> [What you need to do]:
For the records that follow, work out how many lines include "filters" and give only that count.

_ _ _ _

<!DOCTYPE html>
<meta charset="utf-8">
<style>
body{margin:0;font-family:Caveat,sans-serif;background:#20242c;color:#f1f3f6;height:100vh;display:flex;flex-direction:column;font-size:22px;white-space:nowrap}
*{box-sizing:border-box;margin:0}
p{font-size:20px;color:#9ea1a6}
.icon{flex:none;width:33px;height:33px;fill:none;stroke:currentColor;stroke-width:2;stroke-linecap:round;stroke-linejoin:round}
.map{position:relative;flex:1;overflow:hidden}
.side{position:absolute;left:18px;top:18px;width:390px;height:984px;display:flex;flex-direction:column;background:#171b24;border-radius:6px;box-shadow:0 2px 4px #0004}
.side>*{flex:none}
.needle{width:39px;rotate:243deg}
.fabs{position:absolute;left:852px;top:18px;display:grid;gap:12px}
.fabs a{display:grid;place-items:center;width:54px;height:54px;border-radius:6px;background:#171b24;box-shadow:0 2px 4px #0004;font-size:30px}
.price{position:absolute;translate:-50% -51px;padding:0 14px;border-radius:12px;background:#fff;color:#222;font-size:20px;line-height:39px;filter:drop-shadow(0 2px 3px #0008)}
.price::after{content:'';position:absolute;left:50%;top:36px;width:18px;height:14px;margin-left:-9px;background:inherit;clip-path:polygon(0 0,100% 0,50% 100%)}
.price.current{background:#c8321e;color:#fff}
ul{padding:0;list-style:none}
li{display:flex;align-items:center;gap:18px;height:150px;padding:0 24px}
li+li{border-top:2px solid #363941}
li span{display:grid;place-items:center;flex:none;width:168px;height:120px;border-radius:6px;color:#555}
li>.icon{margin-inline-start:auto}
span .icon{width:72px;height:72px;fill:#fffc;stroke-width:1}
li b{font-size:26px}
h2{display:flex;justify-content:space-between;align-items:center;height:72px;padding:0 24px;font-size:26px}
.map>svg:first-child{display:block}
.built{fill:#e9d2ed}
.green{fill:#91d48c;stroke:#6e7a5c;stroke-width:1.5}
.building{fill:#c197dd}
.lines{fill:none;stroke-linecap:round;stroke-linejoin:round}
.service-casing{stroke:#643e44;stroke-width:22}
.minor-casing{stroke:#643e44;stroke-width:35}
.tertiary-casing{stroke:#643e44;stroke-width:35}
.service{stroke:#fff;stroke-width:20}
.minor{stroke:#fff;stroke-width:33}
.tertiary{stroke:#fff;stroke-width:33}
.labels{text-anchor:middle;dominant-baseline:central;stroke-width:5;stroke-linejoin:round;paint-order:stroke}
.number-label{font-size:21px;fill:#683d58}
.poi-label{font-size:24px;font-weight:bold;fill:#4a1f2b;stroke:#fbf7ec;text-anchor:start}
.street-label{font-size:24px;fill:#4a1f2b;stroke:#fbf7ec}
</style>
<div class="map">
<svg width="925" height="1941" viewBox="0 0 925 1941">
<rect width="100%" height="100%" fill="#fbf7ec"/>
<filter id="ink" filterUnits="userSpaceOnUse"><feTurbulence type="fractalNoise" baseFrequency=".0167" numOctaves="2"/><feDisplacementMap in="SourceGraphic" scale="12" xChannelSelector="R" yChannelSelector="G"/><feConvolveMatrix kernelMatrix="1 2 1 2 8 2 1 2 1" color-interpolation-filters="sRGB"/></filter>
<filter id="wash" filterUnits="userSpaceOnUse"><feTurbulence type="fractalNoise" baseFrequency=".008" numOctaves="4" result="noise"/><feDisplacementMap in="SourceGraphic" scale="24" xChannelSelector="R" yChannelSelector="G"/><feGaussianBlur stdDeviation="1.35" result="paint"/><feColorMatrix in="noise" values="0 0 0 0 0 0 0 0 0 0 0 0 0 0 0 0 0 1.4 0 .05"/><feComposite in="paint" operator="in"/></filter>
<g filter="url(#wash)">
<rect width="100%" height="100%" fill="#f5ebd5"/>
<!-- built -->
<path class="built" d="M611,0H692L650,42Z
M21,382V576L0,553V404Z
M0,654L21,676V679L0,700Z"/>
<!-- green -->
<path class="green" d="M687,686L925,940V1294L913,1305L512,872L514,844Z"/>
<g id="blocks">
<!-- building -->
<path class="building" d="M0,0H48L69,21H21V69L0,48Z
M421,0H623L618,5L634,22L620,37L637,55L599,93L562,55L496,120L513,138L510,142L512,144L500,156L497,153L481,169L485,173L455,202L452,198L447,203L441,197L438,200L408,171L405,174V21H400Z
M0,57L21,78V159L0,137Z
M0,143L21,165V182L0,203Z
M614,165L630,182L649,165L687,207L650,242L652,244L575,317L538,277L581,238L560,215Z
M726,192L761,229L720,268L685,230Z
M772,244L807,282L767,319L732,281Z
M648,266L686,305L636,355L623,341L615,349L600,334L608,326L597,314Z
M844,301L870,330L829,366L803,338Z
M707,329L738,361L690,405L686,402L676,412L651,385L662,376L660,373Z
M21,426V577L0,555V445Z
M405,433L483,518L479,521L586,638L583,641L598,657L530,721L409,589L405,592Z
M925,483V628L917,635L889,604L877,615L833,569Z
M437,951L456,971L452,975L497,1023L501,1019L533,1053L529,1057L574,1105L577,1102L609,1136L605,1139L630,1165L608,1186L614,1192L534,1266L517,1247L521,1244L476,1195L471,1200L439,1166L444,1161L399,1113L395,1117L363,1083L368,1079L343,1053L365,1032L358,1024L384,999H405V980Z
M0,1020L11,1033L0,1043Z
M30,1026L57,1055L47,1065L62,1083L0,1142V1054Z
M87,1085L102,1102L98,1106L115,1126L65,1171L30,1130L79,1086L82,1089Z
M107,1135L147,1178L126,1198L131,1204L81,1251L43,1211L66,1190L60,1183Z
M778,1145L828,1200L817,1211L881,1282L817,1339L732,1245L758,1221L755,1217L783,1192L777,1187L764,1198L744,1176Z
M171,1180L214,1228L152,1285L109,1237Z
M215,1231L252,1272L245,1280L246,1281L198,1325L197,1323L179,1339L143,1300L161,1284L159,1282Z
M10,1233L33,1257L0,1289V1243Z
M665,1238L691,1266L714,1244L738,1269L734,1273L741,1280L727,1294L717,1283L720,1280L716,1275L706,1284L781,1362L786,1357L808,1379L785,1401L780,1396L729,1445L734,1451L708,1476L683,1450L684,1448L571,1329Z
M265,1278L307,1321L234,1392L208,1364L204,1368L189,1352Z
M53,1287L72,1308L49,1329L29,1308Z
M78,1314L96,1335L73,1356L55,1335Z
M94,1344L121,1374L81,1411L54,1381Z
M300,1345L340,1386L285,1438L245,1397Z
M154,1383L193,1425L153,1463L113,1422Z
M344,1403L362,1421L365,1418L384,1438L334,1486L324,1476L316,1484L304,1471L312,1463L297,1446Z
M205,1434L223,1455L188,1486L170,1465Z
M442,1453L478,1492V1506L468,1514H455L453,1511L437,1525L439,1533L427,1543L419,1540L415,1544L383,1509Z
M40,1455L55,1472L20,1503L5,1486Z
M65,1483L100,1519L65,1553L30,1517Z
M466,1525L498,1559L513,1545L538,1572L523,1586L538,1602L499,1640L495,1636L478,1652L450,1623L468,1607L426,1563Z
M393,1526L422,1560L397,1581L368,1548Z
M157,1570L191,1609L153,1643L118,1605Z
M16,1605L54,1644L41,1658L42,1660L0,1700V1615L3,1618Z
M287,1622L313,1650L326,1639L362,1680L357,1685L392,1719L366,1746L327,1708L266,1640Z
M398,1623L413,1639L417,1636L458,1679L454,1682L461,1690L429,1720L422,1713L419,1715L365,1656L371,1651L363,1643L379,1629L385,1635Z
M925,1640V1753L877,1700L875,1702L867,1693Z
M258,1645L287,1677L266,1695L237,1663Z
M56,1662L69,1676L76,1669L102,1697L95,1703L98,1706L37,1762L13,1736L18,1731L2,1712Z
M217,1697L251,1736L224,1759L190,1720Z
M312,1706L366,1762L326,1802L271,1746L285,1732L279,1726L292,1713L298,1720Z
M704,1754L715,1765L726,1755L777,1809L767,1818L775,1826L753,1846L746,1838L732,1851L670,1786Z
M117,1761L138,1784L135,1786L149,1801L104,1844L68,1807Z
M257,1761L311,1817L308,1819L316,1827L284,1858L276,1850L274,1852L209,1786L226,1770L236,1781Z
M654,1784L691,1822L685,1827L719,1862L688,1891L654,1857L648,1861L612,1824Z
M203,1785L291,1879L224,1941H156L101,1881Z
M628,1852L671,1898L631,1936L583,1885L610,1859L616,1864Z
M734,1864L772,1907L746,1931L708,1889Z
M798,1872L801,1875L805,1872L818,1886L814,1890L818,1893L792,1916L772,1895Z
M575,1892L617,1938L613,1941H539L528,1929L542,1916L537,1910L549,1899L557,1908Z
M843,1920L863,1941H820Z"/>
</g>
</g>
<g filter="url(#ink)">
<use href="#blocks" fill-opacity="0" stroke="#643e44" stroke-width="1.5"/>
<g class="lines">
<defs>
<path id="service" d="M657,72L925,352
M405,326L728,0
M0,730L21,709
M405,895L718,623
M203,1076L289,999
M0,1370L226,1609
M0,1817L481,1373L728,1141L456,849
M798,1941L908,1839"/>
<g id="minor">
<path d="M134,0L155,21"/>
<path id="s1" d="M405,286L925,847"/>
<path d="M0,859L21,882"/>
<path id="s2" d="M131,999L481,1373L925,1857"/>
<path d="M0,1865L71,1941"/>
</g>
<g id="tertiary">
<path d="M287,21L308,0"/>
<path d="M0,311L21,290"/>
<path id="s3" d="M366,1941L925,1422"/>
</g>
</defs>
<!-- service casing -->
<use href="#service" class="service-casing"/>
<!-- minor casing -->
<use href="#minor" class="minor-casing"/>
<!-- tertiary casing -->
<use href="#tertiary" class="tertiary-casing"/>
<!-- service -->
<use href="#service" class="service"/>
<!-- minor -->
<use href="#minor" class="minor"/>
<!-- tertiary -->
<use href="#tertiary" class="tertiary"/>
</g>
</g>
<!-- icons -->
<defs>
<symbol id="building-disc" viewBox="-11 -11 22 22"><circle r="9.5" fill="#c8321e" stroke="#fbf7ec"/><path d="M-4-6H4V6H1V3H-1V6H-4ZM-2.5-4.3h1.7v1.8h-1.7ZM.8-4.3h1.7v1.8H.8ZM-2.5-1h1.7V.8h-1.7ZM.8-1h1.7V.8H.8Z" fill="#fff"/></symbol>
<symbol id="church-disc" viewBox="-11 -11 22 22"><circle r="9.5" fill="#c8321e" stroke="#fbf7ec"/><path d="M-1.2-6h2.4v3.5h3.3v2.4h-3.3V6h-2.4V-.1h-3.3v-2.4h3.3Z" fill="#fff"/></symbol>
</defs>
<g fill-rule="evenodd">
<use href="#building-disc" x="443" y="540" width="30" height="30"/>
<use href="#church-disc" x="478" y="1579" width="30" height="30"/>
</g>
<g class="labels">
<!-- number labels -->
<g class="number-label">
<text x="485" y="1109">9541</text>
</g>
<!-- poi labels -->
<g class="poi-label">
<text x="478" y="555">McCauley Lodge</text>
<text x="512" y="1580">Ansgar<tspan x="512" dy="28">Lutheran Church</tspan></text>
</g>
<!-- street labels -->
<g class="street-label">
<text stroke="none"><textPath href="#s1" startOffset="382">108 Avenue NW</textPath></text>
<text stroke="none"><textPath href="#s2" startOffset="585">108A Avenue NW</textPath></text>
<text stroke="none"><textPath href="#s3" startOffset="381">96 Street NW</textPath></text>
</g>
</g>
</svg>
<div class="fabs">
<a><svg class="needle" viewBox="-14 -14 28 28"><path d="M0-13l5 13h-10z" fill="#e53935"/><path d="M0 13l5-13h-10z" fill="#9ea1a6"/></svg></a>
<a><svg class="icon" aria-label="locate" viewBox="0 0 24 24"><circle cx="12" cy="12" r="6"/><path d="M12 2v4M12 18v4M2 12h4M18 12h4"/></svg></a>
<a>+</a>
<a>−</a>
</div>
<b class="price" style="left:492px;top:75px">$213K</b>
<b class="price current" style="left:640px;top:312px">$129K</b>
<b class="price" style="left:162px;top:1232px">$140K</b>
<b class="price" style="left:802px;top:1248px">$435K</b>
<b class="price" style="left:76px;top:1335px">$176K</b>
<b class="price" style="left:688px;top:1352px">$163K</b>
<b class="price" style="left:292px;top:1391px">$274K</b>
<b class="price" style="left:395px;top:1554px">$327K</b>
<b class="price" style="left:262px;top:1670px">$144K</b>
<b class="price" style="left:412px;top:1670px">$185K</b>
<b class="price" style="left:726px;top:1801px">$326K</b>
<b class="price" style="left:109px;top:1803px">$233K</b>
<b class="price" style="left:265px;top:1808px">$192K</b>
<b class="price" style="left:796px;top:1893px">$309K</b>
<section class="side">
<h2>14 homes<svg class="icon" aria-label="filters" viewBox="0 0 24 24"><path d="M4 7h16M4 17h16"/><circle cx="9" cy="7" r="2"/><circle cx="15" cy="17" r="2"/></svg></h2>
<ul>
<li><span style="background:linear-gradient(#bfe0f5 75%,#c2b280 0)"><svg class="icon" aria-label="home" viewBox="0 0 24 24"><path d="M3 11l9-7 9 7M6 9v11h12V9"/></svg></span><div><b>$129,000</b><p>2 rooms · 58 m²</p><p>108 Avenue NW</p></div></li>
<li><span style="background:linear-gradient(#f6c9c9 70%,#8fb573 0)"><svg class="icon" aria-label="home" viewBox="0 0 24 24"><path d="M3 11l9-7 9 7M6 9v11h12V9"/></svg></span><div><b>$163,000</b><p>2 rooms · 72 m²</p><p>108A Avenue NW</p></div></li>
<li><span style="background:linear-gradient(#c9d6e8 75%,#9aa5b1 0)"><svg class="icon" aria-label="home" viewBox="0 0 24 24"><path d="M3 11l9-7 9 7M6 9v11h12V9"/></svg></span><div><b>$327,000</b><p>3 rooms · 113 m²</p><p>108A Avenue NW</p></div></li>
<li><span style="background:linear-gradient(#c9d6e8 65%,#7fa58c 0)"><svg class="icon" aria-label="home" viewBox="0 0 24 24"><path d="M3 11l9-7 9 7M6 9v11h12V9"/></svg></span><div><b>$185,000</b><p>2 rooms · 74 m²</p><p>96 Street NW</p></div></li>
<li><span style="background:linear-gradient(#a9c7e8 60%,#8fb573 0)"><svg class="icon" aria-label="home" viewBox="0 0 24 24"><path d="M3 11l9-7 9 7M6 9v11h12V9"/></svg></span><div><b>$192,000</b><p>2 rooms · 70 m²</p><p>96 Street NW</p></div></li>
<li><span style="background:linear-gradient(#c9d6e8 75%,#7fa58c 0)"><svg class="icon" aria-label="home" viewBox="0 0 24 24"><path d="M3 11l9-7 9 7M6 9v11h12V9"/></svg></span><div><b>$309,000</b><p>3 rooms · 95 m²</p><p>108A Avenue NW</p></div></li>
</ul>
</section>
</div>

_ _ _ _

> [Answer section]:
2